Union is definitely a dirty word here. The people who are most against the
unions tend to be the people who would benefit the most. Unfortunately they've
been tricked into thinking otherwise. It's not uncommon for you to take a job
at Target or Walmart and have to watch an anti-union video or two.

The Taft–Hartley Act really restricts union behavior. It makes it so you can't
do things like solitary strikes, you have no typically notify your employer 80
days ahead of time if you plan to go on strike, etc.

[https://en.wikipedia.org/wiki/Labor_Management_Relations_Act...](https://en.wikipedia.org/wiki/Labor_Management_Relations_Act_of_1947)

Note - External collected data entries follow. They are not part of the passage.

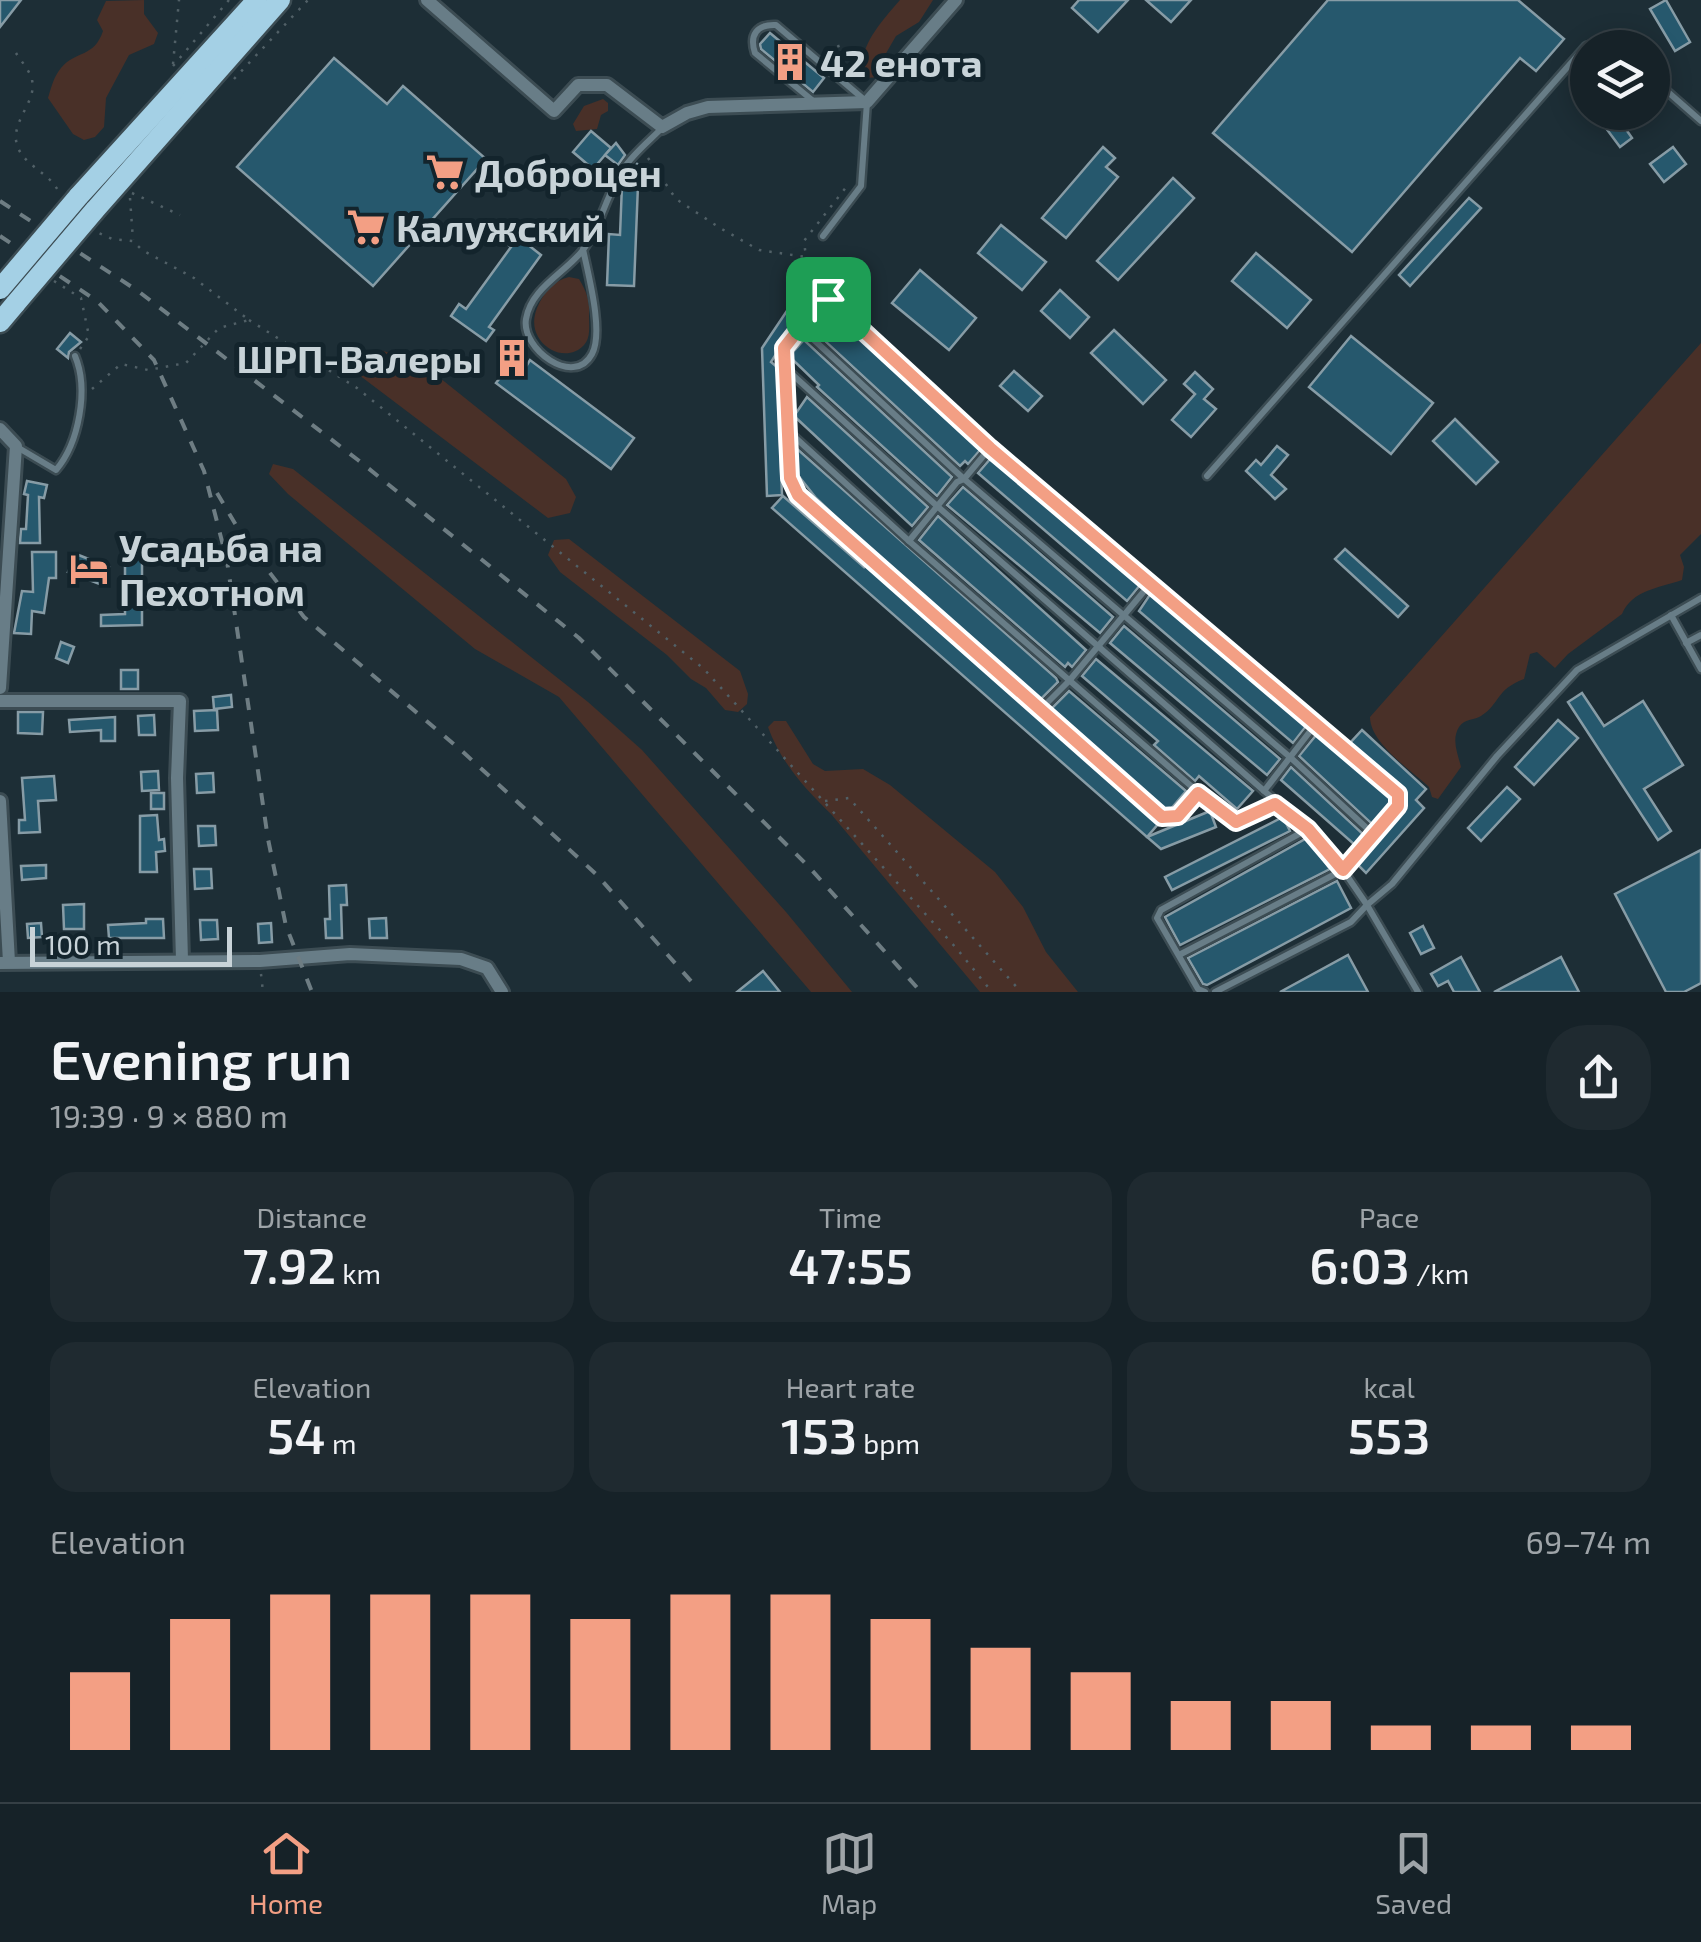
<!DOCTYPE html>
<meta charset="utf-8">
<style>
body{margin:0;font-family:"Exo 2",sans-serif;background:#1f2a30;color:#f1f3f6;height:100vh;display:flex;flex-direction:column;font-size:38px;white-space:nowrap}
*{box-sizing:border-box;margin:0}
p{font-size:32px;color:#9ea4a8}
.icon{flex:none;width:55px;height:55px;fill:none;stroke:currentColor;stroke-width:2;stroke-linecap:round;stroke-linejoin:round}
.map{position:relative;height:992px;overflow:hidden}
.sheet{display:flex;flex-direction:column;background:#162228;flex:1}
.sheet>*{flex:none}
.buttons{position:absolute;left:1570px;top:30px;display:grid;gap:20px}
.buttons a{display:grid;place-items:center;width:100px;height:100px;border-radius:50%;background:#162228;box-shadow:0 5px 25px #0003,0 0 0 2px #353f45;font-size:50px}
.scale{position:absolute;left:30px;bottom:25px;width:202px;box-sizing:border-box;padding-left:10px;border:5px solid #c8d3d8;border-top:0;font-size:28px;line-height:35px;white-space:nowrap;color:#c8d3d8;-webkit-text-stroke:8px #13242c;paint-order:stroke}
.pin{position:absolute;display:grid;place-items:center;width:85px;height:85px;color:#fff;margin:-42px;border-radius:20px;box-shadow:0 5px 15px #0006}
.round{display:grid;place-items:center;flex:none;width:105px;height:105px;border-radius:40px;background:#1f2a30}
.headline{display:flex;align-items:center;justify-content:space-between;height:170px;padding:0 50px}
h1{font-size:55px;font-weight:600;line-height:75px}
.figures{display:grid;grid-template-columns:repeat(3,1fr);gap:15px;height:170px;padding:10px 50px}
.figures div{display:grid;align-content:center;border-radius:25px;background:#1f2a30;text-align:center}
.figures b{font-size:50px;font-weight:600}
.figures small{font-size:28px;font-weight:400}
.figures p{font-size:28px}
.chart{height:280px;padding:20px 50px}
.chart p{display:flex;justify-content:space-between}
.chart svg{width:100%;height:180px;margin-top:10px;stroke:#f39f84;stroke-width:6}
.dock{display:flex;justify-content:space-around;align-items:center;height:140px;border-top:2px solid #353f45;background:#162228;font-size:28px;color:#9ea4a8}
.dock a{display:grid;justify-items:center;gap:5px}
.dock .selected{color:#f39f84}
.map>svg:first-child{display:block}
.green{fill:#493028}
.building{fill:#26586d;stroke:#879ca6;stroke-width:2.5}
.lines{fill:none;stroke-linecap:round;stroke-linejoin:round}
.service-casing{stroke:#3c4c53;stroke-width:11}
.minor-casing{stroke:#3c4c53;stroke-width:18}
.primary-casing{stroke:#3c4c53;stroke-width:25}
.path{stroke:#516067;stroke-width:2.5;stroke-dasharray:2.5 8;stroke-linecap:butt}
.service{stroke:#687d87;stroke-width:6}
.minor{stroke:#687d87;stroke-width:12}
.primary{stroke:#a4d0e5;stroke-width:20}
.rail{stroke:#6e7d83;stroke-width:4;stroke-dasharray:12 12;stroke-linecap:butt}
.primary-bridge-casing{stroke:#3c4c53;stroke-width:25;stroke-linecap:butt}
.primary-bridge{stroke:#a4d0e5;stroke-width:20}
.route-casing{stroke:#fff;stroke-width:20}
.route{stroke:#f39f84;stroke-width:12}
.labels{text-anchor:middle;dominant-baseline:central;stroke-width:10;stroke-linejoin:round;paint-order:stroke}
.poi-label{font-size:38px;font-weight:bold;fill:#c8d3d8;stroke:#13242c;text-anchor:start}
</style>
<div class="map">
<svg width="1701" height="992" viewBox="0 0 1701 992">
<rect width="100%" height="100%" fill="#1d2e36"/>
<g class="green">
<path d="M144,0V14L158,33L154,44L129,55L106,98L104,127L95,137L84,140L73,134L48,98C51,88 54,76 61,68C76,50 94,58 103,31L97,20L106,1Z"/>
<path d="M900,0H933L919,22L896,36L885,55L880,77L866,78L860,67C866,38 881,22 900,0Z"/>
<path d="M603,99L608,103V111L601,115L597,129L576,131L573,124L584,106Z"/>
<path d="M569,277L579,279C587,292 590,301 589,316C589,325 591,338 584,345C564,367 523,342 537,308C544,292 553,281 569,277Z"/>
<path d="M1701,343V534L1680,555L1684,567L1682,580C1659,588 1632,590 1622,614L1568,654L1555,668L1537,652L1530,654L1524,679C1495,690 1501,703 1481,716C1473,721 1465,718 1459,727C1451,740 1458,754 1461,767L1438,799L1432,797L1429,787C1411,770 1370,743 1370,717Z"/>
<path d="M380,350L420,362L566,479L576,497L570,513L548,518L359,375L363,357Z"/>
<path d="M273,464L293,469L588,702L642,750L786,912L852,992H811L559,697L475,649L288,494L269,474Z"/>
<path d="M569,539L740,671L748,694L747,704L738,712L725,710L706,688L691,679L667,655L560,572L548,555L554,540Z"/>
<path d="M774,721H786L813,764L825,771L863,769L890,785L995,872L1023,907L1046,952L1078,992H980L831,814C805,789 780,761 768,727Z"/>
</g>
<g class="building">
<path d="M0,0H21L0,27Z"/>
<path d="M1079,0H1128L1098,32L1072,8Z"/>
<path d="M1146,0H1191L1171,22Z"/>
<path d="M1328,0H1518L1564,39L1536,71L1520,58L1352,252L1213,133Z"/>
<path d="M1666,0L1690,42L1675,51L1650,9Z"/>
<path d="M770,33L824,78L813,92L761,49L760,44Z"/>
<path d="M334,58L387,104L403,86L486,159L373,286L237,167Z"/>
<path d="M1594,112H1614L1632,138L1620,147Z"/>
<path d="M591,131L611,148L593,169L573,152Z"/>
<path d="M616,143L625,155L618,165L605,155Z"/>
<path d="M1103,147L1115,158L1106,167L1118,177L1066,238L1042,218Z"/>
<path d="M1673,147L1686,164L1664,182L1650,164Z"/>
<path d="M637,164L651,177L645,184L629,173Z"/>
<path d="M1173,178L1194,198L1118,280L1097,261Z"/>
<path d="M622,185H638L634,286L607,285L609,234L620,235Z"/>
<path d="M1469,198L1481,208L1410,286L1399,275Z"/>
<path d="M499,222L541,255L489,327L494,330L486,341L451,316L459,304L466,309L511,247L491,232Z"/>
<path d="M1001,225L1046,262L1022,290L978,253Z"/>
<path d="M1256,253L1311,300L1287,328L1232,281Z"/>
<path d="M920,270L976,318L949,350L892,303Z"/>
<path d="M811,275L824,284L781,339L778,351L771,362L777,367L782,495L767,496L762,348Z"/>
<path d="M1060,290L1089,317L1070,338L1041,311Z"/>
<path d="M831,311L981,449L968,464L965,461L960,466L813,330Z"/>
<path d="M1114,330L1166,380L1143,404L1091,353Z"/>
<path d="M70,333L81,342L69,352L68,358L57,349Z"/>
<path d="M1351,336L1433,403L1391,454L1309,387Z"/>
<path d="M804,340L952,477L937,496L817,387L819,385L792,359V353Z"/>
<path d="M516,357L527,365L530,360L634,438L611,469L496,383Z"/>
<path d="M1014,371L1042,396L1028,411L1000,386Z"/>
<path d="M1195,372L1213,389L1204,399L1216,409L1191,437L1172,420L1195,394L1184,384Z"/>
<path d="M807,397L928,507L912,526L794,416Z"/>
<path d="M1455,419L1498,462L1476,484L1433,441Z"/>
<path d="M1277,446L1288,455L1271,475L1286,489L1275,499L1246,471L1256,460L1261,465Z"/>
<path d="M795,447L1056,678L1058,682L1040,700L875,554L816,498L797,474Z"/>
<path d="M991,458L1141,584L1127,601L978,473Z"/>
<path d="M27,481L47,485L44,498L39,497L40,543H20L21,529H26L28,495L24,494Z"/>
<path d="M963,487L1113,617L1100,633L947,505Z"/>
<path d="M783,496L864,567L866,564L1159,823L1147,837L772,508Z"/>
<path d="M938,516L1086,650L1072,667L1068,663L1065,667L919,540Z"/>
<path d="M1345,549L1408,606L1398,617L1335,559Z"/>
<path d="M32,552H56V578H49L44,613L32,611L31,634L14,633L22,591L33,592Z"/>
<path d="M125,552H142V625L101,626V615L125,614Z"/>
<path d="M76,554L109,567L102,585L68,572Z"/>
<path d="M1151,593L1307,725L1293,743L1139,611Z"/>
<path d="M1124,626L1280,759L1267,775L1110,643Z"/>
<path d="M61,642L74,647L68,663L56,658Z"/>
<path d="M1096,659L1253,791L1237,809L1199,776L1195,781L1154,745L1158,741L1082,676Z"/>
<rect x="121" y="670" width="17" height="19"/>
<path d="M1069,691L1186,791L1170,810H1164L1051,709Z"/>
<path d="M1582,693L1604,726L1643,701L1683,765L1644,789L1671,831L1658,840L1568,702Z"/>
<path d="M231,695L232,707L214,709L213,697Z"/>
<path d="M217,710L218,730L195,731L194,711Z"/>
<path d="M18,712H43L42,734L18,733Z"/>
<path d="M154,715L155,735H139L138,716Z"/>
<path d="M115,717V741H101V730L70,732L69,720Z"/>
<path d="M1558,720L1578,738L1534,785L1515,767Z"/>
<path d="M1362,730L1426,789L1416,800L1424,808L1366,873L1357,864L1403,810L1405,793L1350,743Z"/>
<path d="M1317,734L1391,796V803L1373,825L1299,756Z"/>
<path d="M1291,767L1364,835L1355,845L1281,780Z"/>
<path d="M158,771L159,790L142,791L141,772Z"/>
<path d="M213,773L214,792L197,793L196,774Z"/>
<path d="M54,776L56,800L38,801L40,832L19,833V820H25L22,778Z"/>
<path d="M1507,787L1520,799L1481,841L1468,828Z"/>
<rect x="151" y="793" width="13" height="16"/>
<path d="M1210,811L1216,827L1161,849L1147,837Z"/>
<path d="M157,815L159,840L164,839L165,851L156,852L157,872H140V816Z"/>
<path d="M1283,817L1290,831L1172,890L1165,877Z"/>
<path d="M198,826H215L216,845L199,846Z"/>
<path d="M1307,838L1330,869L1180,945L1165,917Z"/>
<path d="M1701,850V983L1684,992H1666L1615,894Z"/>
<path d="M46,865V878L22,880L21,866Z"/>
<path d="M194,869H211L212,888L195,889Z"/>
<path d="M1337,881L1351,908L1207,985L1203,984L1188,958Z"/>
<path d="M346,885L347,905H341L342,938H326L325,919H330L329,886Z"/>
<path d="M84,904V929H64L63,905Z"/>
<path d="M386,918L387,938H370L369,919Z"/>
<path d="M146,919H163L164,938H109L108,925L146,923Z"/>
<path d="M200,920H217L218,939L201,940Z"/>
<path d="M41,923L42,937L28,938L27,924Z"/>
<path d="M271,923L272,942L259,943L258,924Z"/>
<path d="M1423,926L1434,948L1421,954L1410,933Z"/>
<path d="M1348,955L1368,992H1280Z"/>
<path d="M1461,957L1480,992H1454L1448,981L1438,986L1431,974Z"/>
<path d="M1561,957L1579,992H1494Z"/>
<path d="M763,971L780,992H737Z"/>
</g>
<g class="lines">
<g class="service-casing">
<g id="service">
<path d="M1652,78L1701,121"/>
<path d="M812,100L755,53C749,35 757,24 776,25L867,102L861,186L823,236"/>
<path d="M583,249C588,274 604,332 592,354C574,388 521,349 526,319C531,288 565,273 583,250C601,226 607,192 624,168C633,154 649,141 661,129"/>
<path d="M800,327L964,479L1291,758L1372,833"/>
<path d="M784,368L790,478L798,495L1162,817L1178,816L1198,793"/>
<path d="M788,431L909,541L1229,819C1244,826 1262,810 1275,803"/>
<path d="M17,447L56,470C79,443 89,389 75,356"/>
<path d="M1207,476L1586,46L1601,41L1619,48"/>
<path d="M909,541L957,482L964,479L990,448"/>
<path d="M1671,615L1701,669"/>
<path d="M1686,643L1701,635"/>
<path d="M1040,710L1069,681L1150,584"/>
<path d="M1264,791L1315,725"/>
<path d="M1179,955L1343,870L1398,806V793L990,448L825,296L786,343L784,367L937,506L1308,829L1343,870L1367,905L1351,922L1215,992"/>
<path d="M1205,992L1198,989L1157,918L1161,910L1308,829"/>
<path d="M1418,992L1367,905L1392,884L1497,756L1577,670L1701,598"/>
</g>
</g>
<g class="minor-casing">
<g id="minor">
<path d="M427,0L554,111L578,85H607L662,127L687,113L708,107L867,102L956,0"/>
<path d="M0,429L16,446L0,688"/>
<path d="M0,701H180L177,778L182,960"/>
<path d="M0,801L9,962"/>
<path d="M0,963L260,961L350,954L461,959L487,968L502,992"/>
</g>
</g>
<g class="primary-casing">
<g id="primary">
<path d="M78,197L257,0"/>
<path d="M94,211L280,0"/>
<path d="M0,322L16,303"/>
</g>
</g>
<g class="path">
<path d="M838,45L847,72"/>
<path d="M16,53C21,61 30,71 32,80C37,100 14,118 16,140C19,165 51,172 59,193"/>
<path d="M173,64L179,0"/>
<path d="M173,66L229,0"/>
<path d="M234,79L308,0"/>
<path d="M648,158L676,199L720,228L759,250L806,257"/>
<path d="M132,193L180,215"/>
<path d="M130,198L133,240"/>
<path d="M54,281L81,298L89,336L80,349"/>
<path d="M826,285V280L806,257L804,241L847,186"/>
<path d="M249,320L357,388L704,669L957,949L992,992"/>
<path d="M92,389L121,364L148,370L186,363L219,328L249,320L194,278L142,250L133,241L112,239L99,233"/>
<path d="M825,801L849,798L1021,992"/>
<path d="M261,974L263,992"/>
</g>
<use href="#service" class="service"/>
<use href="#minor" class="minor"/>
<use href="#primary" class="primary"/>
<g class="rail">
<path d="M0,201L138,291L358,460L579,638L809,867L921,992"/>
<path d="M0,236L97,301L154,360L204,471L227,561L268,839L286,926L312,992"/>
<path d="M217,493L246,542L304,617L462,751L597,875L697,988"/>
</g>
<g class="primary-bridge-casing">
<g id="primary-bridge">
<path d="M0,289L78,197"/>
<path d="M16,303L94,211"/>
</g>
</g>
<use href="#primary-bridge" class="primary-bridge"/>
</g>
<g class="lines">
<g class="route-casing">
<path id="route" d="M825,296L990,448L1398,794V806L1343,870L1308,829L1275,804L1236,822L1198,793L1178,816L1162,817L798,495L790,478L784,348Z"/>
</g>
<use href="#route" class="route"/>
</g>
<defs>
<g id="building-bare" transform="scale(3)"><path d="M-4-6H4V6H1V3H-1V6H-4ZM-2.5-4.3h1.7v1.8h-1.7ZM.8-4.3h1.7v1.8H.8ZM-2.5-1h1.7V.8h-1.7ZM.8-1h1.7V.8H.8Z" fill="#f39f84" stroke="#13242c" stroke-width="2.5" paint-order="stroke"/></g>
<g id="supermarket-bare" transform="scale(3)"><path d="M-6-5.5h2.5l.6 2H6L4.5 2H-2.5L-4.4-4H-6ZM-1.5 3.2a1.3 1.3 0 1 0 .1 0ZM3 3.2a1.3 1.3 0 1 0 .1 0Z" fill="#f39f84" stroke="#13242c" stroke-width="2.5" paint-order="stroke"/></g>
<g id="hotel-bare" transform="scale(3)"><path d="M-6-4.5h1.5V1H6V5H4.5V3h-9V5H-6ZM-4 0a1.8 1.8 0 1 1 3.6 0ZM.5 0V-2.5h3Q6-2.5 6 0Z" fill="#f39f84" stroke="#13242c" stroke-width="2.5" paint-order="stroke"/></g>
</defs>
<g fill-rule="evenodd">
<use href="#building-bare" x="790" y="62"/>
<use href="#supermarket-bare" x="445" y="172"/>
<use href="#supermarket-bare" x="366" y="227"/>
<use href="#building-bare" x="512" y="358"/>
<use href="#hotel-bare" x="89" y="569"/>
</g>
<g class="labels">
<g class="poi-label">
<text x="820" y="62">42 енота</text>
<text x="475" y="172">Доброцен</text>
<text x="396" y="227">Калужский</text>
<text x="482" y="358" text-anchor="end">ШРП-Валеры</text>
<text x="119" y="547">Усадьба на<tspan x="119" dy="44">Пехотном</tspan></text>
</g>
</g>
</svg>
<div class="buttons">
<a><svg class="icon" aria-label="layers" viewBox="0 0 24 24"><path d="M12 4l9 5-9 5-9-5zM3 14l9 5 9-5"/></svg></a>
</div>
<div class="scale">100 m</div>
<div class="pin" style="left:828px;top:299px;background:#1e9e55"><svg class="icon" aria-label="arrive" viewBox="0 0 24 24"><path d="M6 21V4h12l-3 4 3 4H6"/></svg></div>
</div>
<section class="sheet">
<div class="headline"><div><h1>Evening run</h1><p>19:39 · 9 × 880 m</p></div><a class="round"><svg class="icon" aria-label="share" viewBox="0 0 24 24"><path d="M12 15V3M7 8l5-5 5 5M5 13v7h14v-7"/></svg></a></div>
<div class="figures">
<div><p>Distance</p><b>7.92<small> km</small></b></div>
<div><p>Time</p><b>47:55</b></div>
<div><p>Pace</p><b>6:03<small> /km</small></b></div>
</div>
<div class="figures">
<div><p>Elevation</p><b>54<small> m</small></b></div>
<div><p>Heart rate</p><b>153<small> bpm</small></b></div>
<div><p>kcal</p><b>553</b></div>
</div>
<div class="chart"><p><span>Elevation</span>69–74 m</p>
<svg viewBox="0 0 160 44" preserveAspectRatio="none"><path d="M5 44V25M15 44V12M25 44V6M35 44V6M45 44V6M55 44V12M65 44V6M75 44V6M85 44V12M95 44V19M105 44V25M115 44V32M125 44V32M135 44V38M145 44V38M155 44V38"/></svg>
</div>
</section>
<nav class="dock">
<a class="selected"><svg class="icon" aria-label="home" viewBox="0 0 24 24"><path d="M3 11l9-7 9 7M6 9v11h12V9"/></svg>Home</a>
<a><svg class="icon" aria-label="map" viewBox="0 0 24 24"><path d="M3 6l6-2 6 2 6-2v14l-6 2-6-2-6 2zM9 4v14M15 6v14"/></svg>Map</a>
<a><svg class="icon" aria-label="saved" viewBox="0 0 24 24"><path d="M7 4h10v16l-5-4-5 4z"/></svg>Saved</a>
</nav>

At the end of the day it's all about striking a balance between labor and
management. My plan is for all the companies I run to be ethnical especially
in regards to treating my employees well.

------
e12e
Not linked/mentioned in the article, but somewhat related - an article on
working conditions in an Amazon warehouse in the UK, from Financial Times,
February of his year:

[http://www.ft.com/cms/s/2/ed6a985c-70bd-11e2-85d0-00144feab4...](http://www.ft.com/cms/s/2/ed6a985c-70bd-11e2-85d0-00144feab49a.html)

------
AsymetricCom
This article has some really sloppy writing. Probably an intern or overworked
copyeditor. I guess Amazon doesn't pull much weight in the 24 hour news
cycle..